### Exercise requirements
Scan the records below. Report the number of lines containing the word "hidden", and nothing more.

============

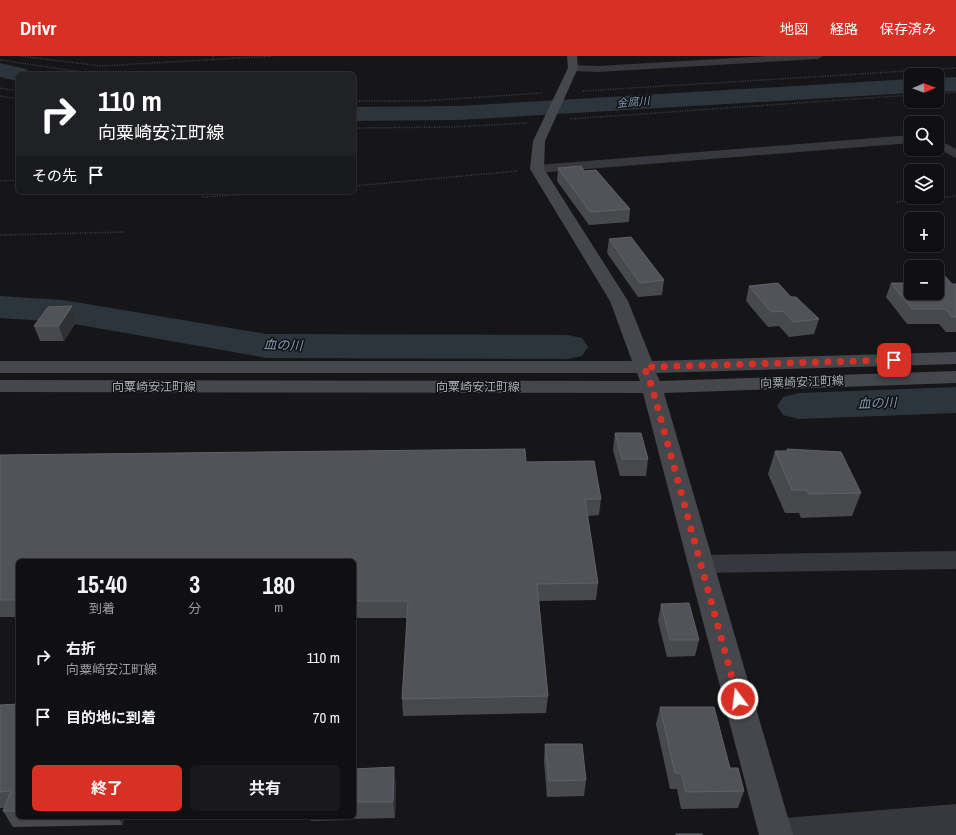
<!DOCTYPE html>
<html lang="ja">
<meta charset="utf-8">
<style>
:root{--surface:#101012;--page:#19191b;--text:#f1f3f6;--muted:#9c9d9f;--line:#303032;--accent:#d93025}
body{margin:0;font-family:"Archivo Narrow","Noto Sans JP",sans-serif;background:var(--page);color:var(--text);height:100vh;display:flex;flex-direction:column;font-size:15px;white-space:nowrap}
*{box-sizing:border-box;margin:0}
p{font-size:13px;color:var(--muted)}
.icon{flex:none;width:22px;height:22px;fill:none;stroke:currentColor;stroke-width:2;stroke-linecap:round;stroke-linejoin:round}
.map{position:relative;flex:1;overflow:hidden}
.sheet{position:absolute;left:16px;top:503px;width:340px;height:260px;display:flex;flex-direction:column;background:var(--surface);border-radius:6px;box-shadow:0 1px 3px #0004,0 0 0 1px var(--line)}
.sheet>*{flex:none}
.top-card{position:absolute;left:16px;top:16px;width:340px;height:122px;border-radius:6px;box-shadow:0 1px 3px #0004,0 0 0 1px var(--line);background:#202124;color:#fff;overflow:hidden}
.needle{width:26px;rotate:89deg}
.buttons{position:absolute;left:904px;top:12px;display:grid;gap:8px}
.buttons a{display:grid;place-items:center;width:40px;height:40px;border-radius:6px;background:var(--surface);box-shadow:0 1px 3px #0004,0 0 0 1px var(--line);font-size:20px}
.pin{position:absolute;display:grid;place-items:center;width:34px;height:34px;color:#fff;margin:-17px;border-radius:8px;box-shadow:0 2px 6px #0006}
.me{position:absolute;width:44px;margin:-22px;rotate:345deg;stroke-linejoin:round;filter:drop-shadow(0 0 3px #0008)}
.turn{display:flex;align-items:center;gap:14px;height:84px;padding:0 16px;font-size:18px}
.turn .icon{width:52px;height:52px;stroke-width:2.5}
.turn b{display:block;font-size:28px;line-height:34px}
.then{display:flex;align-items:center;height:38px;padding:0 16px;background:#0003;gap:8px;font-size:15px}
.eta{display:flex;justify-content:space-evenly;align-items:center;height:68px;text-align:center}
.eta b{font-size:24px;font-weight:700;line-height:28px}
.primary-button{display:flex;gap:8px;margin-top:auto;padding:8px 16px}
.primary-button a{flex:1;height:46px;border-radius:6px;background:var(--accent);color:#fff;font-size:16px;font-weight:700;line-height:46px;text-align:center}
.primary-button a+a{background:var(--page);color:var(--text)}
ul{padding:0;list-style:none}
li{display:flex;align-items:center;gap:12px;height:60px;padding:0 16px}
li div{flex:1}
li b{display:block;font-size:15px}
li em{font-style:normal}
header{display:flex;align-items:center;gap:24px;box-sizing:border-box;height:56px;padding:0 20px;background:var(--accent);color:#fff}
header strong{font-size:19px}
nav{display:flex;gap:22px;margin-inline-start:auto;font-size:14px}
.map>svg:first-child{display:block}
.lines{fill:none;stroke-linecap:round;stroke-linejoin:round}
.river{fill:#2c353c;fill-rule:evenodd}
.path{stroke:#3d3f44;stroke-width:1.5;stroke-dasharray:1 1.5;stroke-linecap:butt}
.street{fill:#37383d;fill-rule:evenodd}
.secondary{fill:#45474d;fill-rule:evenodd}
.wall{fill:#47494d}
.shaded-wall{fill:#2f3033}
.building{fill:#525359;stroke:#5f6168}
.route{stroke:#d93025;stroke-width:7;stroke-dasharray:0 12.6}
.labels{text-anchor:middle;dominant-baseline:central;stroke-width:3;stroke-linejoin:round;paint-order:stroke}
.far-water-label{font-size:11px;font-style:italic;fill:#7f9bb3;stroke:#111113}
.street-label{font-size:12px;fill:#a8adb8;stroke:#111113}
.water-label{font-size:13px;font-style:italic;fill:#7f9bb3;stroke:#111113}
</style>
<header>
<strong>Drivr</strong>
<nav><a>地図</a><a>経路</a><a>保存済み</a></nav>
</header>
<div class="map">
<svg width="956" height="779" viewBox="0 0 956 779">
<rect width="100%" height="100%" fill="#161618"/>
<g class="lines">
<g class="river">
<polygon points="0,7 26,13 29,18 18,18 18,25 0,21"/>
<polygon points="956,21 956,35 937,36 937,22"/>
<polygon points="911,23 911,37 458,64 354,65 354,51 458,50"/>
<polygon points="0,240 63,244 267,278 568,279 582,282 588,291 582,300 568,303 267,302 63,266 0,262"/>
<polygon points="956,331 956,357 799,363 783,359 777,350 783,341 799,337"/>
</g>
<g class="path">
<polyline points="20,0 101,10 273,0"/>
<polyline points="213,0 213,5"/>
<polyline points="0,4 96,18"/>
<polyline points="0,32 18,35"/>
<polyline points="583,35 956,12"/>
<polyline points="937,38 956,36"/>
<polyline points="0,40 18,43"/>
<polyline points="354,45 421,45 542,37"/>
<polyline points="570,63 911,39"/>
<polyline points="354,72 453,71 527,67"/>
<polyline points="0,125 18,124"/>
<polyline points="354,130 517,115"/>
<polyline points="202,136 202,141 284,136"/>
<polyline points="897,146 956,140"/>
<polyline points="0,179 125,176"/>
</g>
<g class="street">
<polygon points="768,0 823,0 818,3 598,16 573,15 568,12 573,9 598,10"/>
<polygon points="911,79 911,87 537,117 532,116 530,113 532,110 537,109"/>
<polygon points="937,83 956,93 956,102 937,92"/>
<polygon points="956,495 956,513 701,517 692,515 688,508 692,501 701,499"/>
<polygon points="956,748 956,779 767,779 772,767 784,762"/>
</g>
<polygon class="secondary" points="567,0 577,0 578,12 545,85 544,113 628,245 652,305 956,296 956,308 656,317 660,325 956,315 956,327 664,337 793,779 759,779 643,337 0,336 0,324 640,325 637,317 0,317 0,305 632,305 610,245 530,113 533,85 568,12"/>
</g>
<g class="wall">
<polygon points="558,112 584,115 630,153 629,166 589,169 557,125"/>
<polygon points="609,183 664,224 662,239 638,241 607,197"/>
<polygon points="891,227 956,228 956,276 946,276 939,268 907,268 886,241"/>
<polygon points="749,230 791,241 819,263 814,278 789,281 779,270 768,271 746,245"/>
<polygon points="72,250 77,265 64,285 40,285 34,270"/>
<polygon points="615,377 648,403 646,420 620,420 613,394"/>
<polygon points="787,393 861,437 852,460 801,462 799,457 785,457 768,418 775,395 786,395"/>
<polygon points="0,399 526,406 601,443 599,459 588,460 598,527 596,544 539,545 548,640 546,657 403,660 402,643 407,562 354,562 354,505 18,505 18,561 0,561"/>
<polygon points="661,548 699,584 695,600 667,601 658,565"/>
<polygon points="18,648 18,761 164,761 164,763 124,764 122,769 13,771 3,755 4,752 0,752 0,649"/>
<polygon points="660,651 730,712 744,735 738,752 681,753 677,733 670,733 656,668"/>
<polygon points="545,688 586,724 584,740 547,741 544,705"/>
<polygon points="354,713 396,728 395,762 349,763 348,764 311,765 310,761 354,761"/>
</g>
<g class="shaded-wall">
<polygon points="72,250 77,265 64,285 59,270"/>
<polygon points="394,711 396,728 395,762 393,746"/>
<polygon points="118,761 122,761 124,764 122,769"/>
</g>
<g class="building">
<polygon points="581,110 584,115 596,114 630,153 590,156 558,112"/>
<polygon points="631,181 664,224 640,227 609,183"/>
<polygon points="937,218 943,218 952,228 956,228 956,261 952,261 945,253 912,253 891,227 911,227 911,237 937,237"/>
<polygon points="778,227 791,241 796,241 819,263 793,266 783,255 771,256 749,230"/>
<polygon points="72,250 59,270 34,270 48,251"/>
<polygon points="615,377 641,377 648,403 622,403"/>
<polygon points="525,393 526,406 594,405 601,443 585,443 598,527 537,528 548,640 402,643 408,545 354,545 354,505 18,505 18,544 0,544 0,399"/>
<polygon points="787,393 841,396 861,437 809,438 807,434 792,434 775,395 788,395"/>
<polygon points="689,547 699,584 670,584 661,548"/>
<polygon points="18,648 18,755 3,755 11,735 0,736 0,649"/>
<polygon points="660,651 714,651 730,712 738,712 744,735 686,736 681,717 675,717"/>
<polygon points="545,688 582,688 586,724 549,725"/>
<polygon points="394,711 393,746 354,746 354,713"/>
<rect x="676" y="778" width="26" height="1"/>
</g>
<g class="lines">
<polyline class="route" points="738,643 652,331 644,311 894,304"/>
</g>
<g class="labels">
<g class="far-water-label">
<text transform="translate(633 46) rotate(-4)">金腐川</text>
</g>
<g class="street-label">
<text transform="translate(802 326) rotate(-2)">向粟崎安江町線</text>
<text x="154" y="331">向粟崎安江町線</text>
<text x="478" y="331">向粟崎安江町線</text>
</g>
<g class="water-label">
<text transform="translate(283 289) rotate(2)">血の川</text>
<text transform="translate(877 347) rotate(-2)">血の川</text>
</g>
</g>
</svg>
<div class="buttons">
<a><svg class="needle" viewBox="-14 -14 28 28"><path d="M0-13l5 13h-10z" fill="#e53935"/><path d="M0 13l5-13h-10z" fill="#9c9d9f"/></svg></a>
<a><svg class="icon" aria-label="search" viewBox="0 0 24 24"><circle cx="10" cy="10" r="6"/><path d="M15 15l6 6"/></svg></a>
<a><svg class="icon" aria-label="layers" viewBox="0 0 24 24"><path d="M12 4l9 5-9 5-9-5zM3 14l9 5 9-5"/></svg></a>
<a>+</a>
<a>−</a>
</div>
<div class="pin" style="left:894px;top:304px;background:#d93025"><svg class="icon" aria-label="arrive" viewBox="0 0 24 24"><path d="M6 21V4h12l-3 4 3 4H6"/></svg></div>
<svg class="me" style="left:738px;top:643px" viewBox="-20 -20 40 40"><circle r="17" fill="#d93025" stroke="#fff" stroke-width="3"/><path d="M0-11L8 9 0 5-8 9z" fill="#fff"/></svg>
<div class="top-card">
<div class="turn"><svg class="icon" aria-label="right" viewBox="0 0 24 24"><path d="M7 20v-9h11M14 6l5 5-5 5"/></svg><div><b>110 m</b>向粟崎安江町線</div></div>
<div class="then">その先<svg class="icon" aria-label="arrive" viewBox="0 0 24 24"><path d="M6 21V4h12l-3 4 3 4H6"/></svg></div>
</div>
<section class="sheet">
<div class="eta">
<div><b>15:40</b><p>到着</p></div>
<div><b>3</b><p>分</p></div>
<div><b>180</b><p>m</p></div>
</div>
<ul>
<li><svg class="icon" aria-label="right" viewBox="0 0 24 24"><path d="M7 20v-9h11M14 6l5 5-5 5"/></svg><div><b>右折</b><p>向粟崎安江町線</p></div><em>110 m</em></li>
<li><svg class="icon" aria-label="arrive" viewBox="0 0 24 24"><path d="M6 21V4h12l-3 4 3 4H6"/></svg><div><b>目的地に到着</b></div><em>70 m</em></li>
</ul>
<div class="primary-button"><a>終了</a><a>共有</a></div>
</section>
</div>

============

### Response
2